By default fileNameFunction simply produces a hash of the image URL:

({ url, md5 }) => md5(url)

So your image file would be named something like 78e731027d8fd50ed642340b7c9a63b3.

Example use-cases: Create folder on S3 and simply add index numbers as filenames

({ url, md5, state }) => `images/${state[url].imageIndex}`

More complicated filename that depends on other atributes of the item

({ item }) => `${item.retailer}_${item.retailerProductId}_${item.color}.jpg`

preDownloadFunction

preDownloadFunction is useful when you need to process the data before downloading them. You can get rid of items that are corrupted or not interesting.

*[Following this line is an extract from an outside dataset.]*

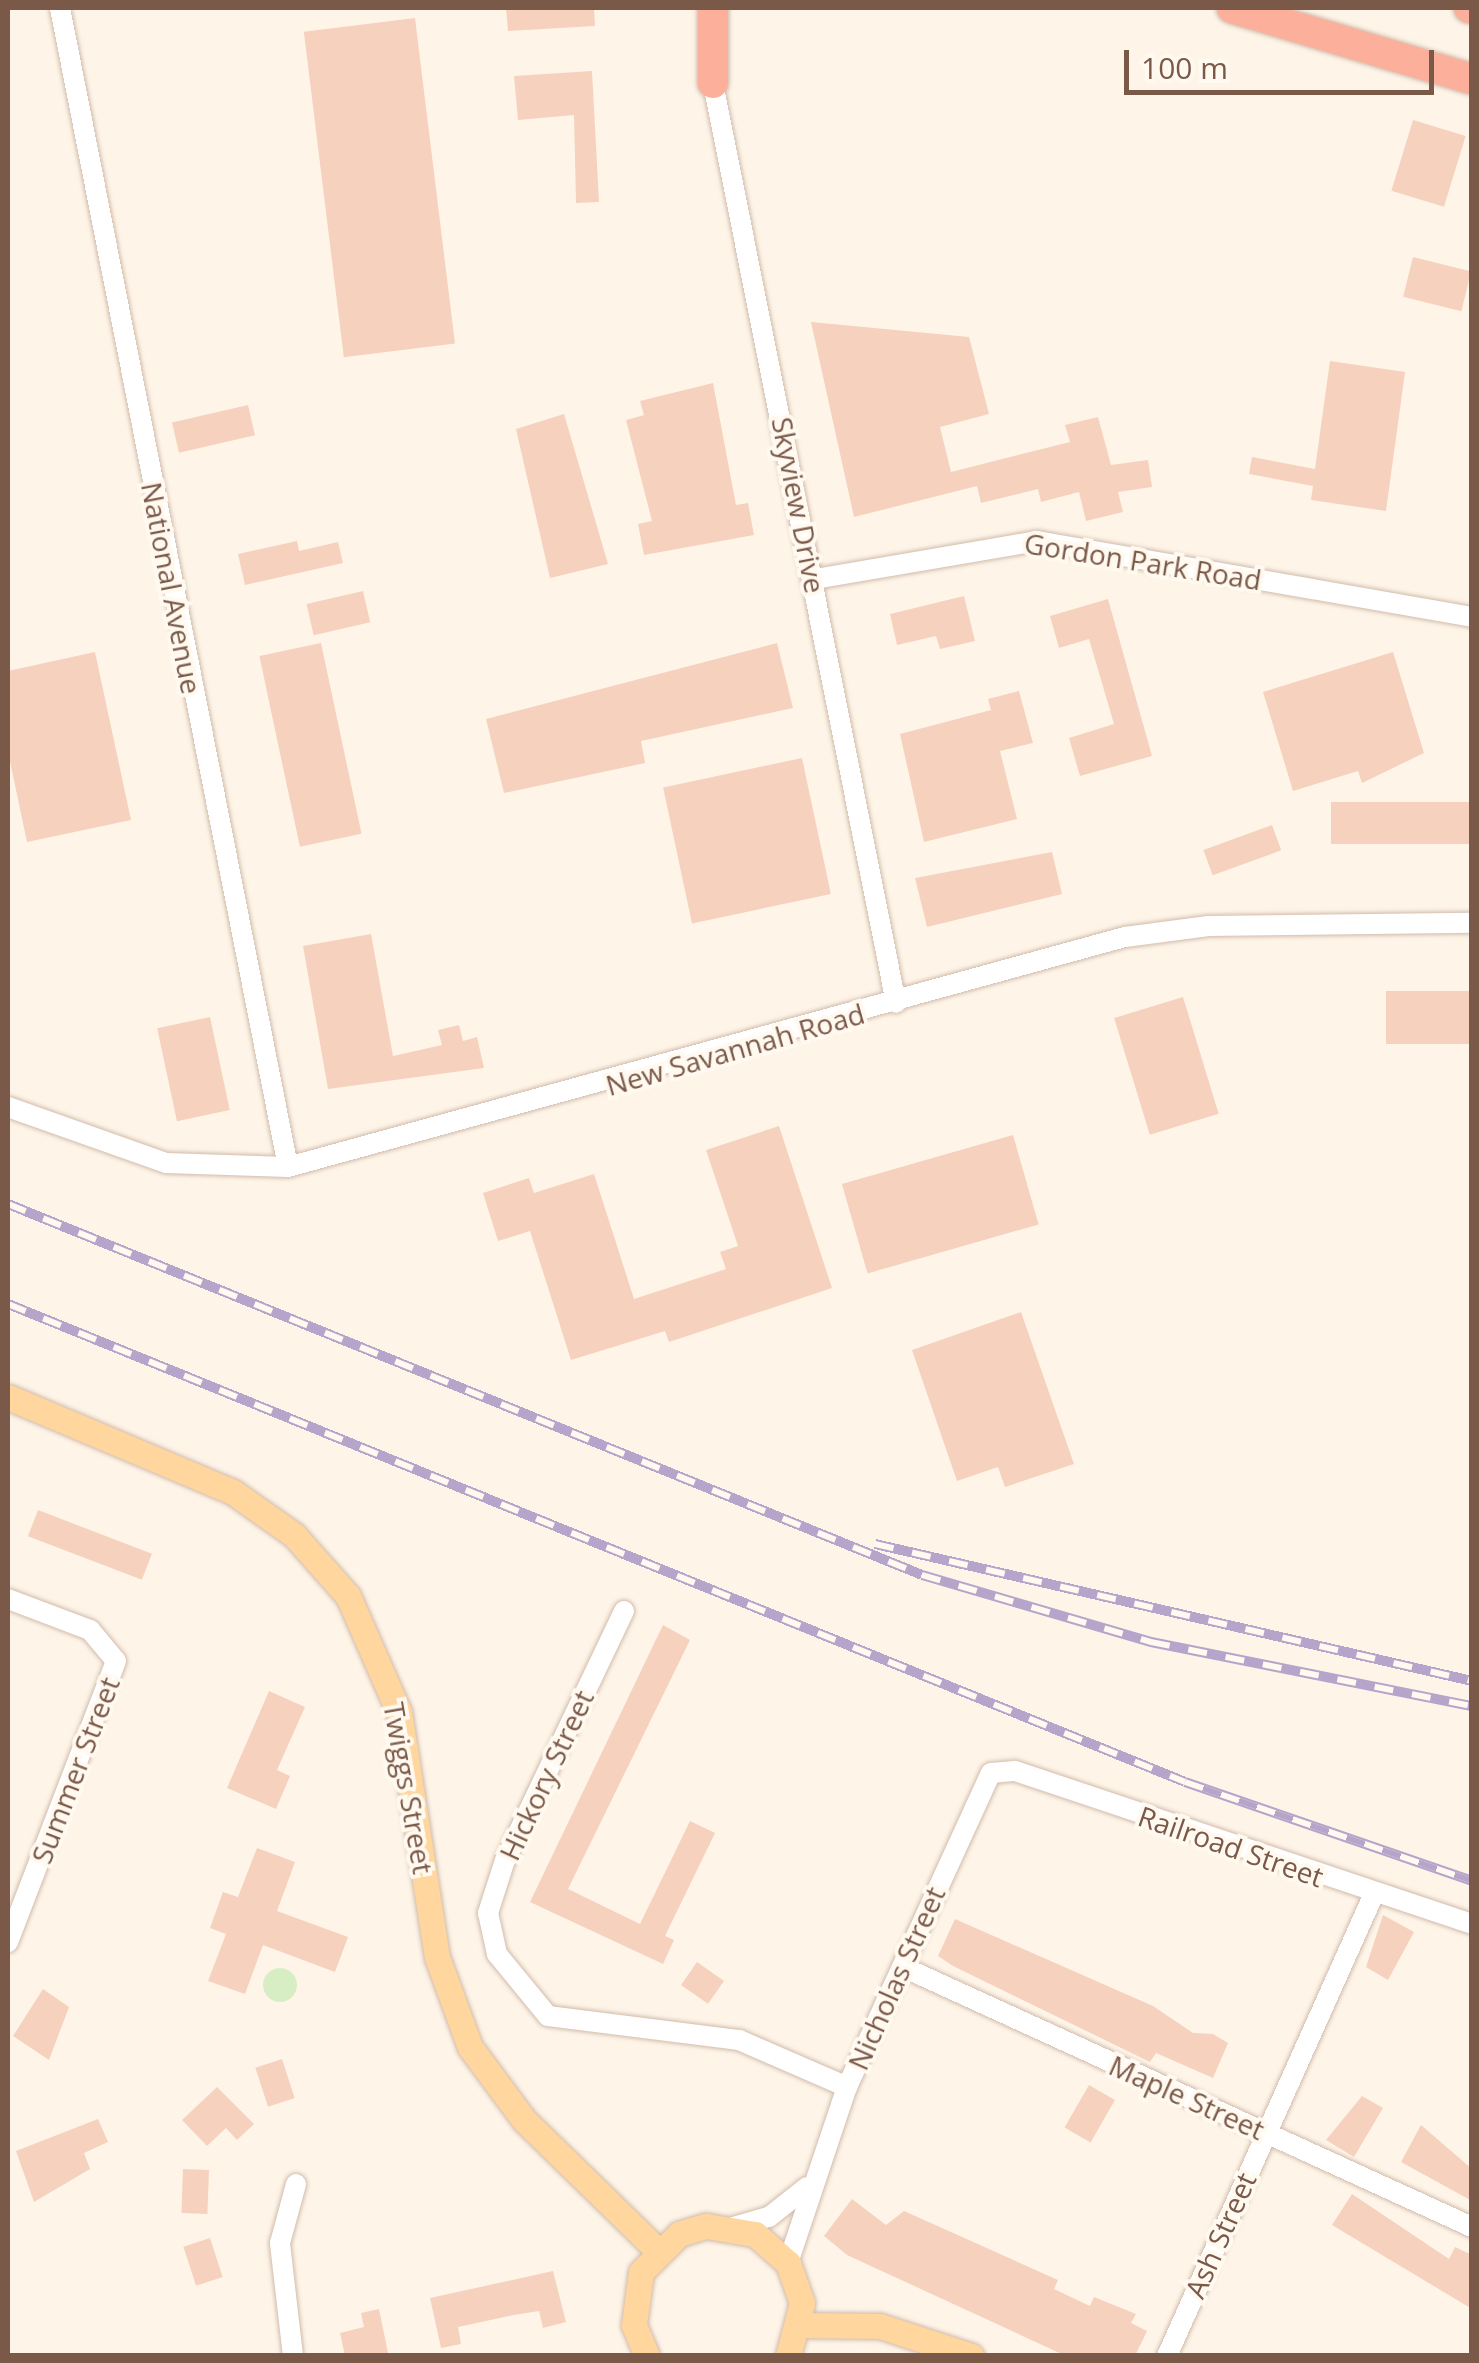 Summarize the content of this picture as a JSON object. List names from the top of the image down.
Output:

It receives an object as argument with these properties which you can (but not need to) use:

  • data: <array> Initial data loaded from dataset or key value store you provided.
  • iterationIndex: <number> Index of the current iteration(batch). Look at internals for more info. Starts at 0.
  • input: <object> Original input of the actor

skipDownload If you add skipDownload: true property to any item, its images won't be downloaded. The data will stay as they are.

Example use-cases: Do not download images of items that are not new

({ data }) => data.map((item) => {
    if (item.status !== 'NEW) {
        item.skipDownload = true;
    }
    return item;
})

postDownloadFunction

postDownloadFunction allows you to change the data after the downloading process finished. Its main advantage is that you know if the images were properly downloaded.

It receives an object as argument with these properties which you can (but not need to) use:

  • data <array> The data that you get from your input or passed by preDownloadFunction if you specified it.
  • state <object> State object that has image URLs of the current batch as keys and their info as values. Look below for more details about state object.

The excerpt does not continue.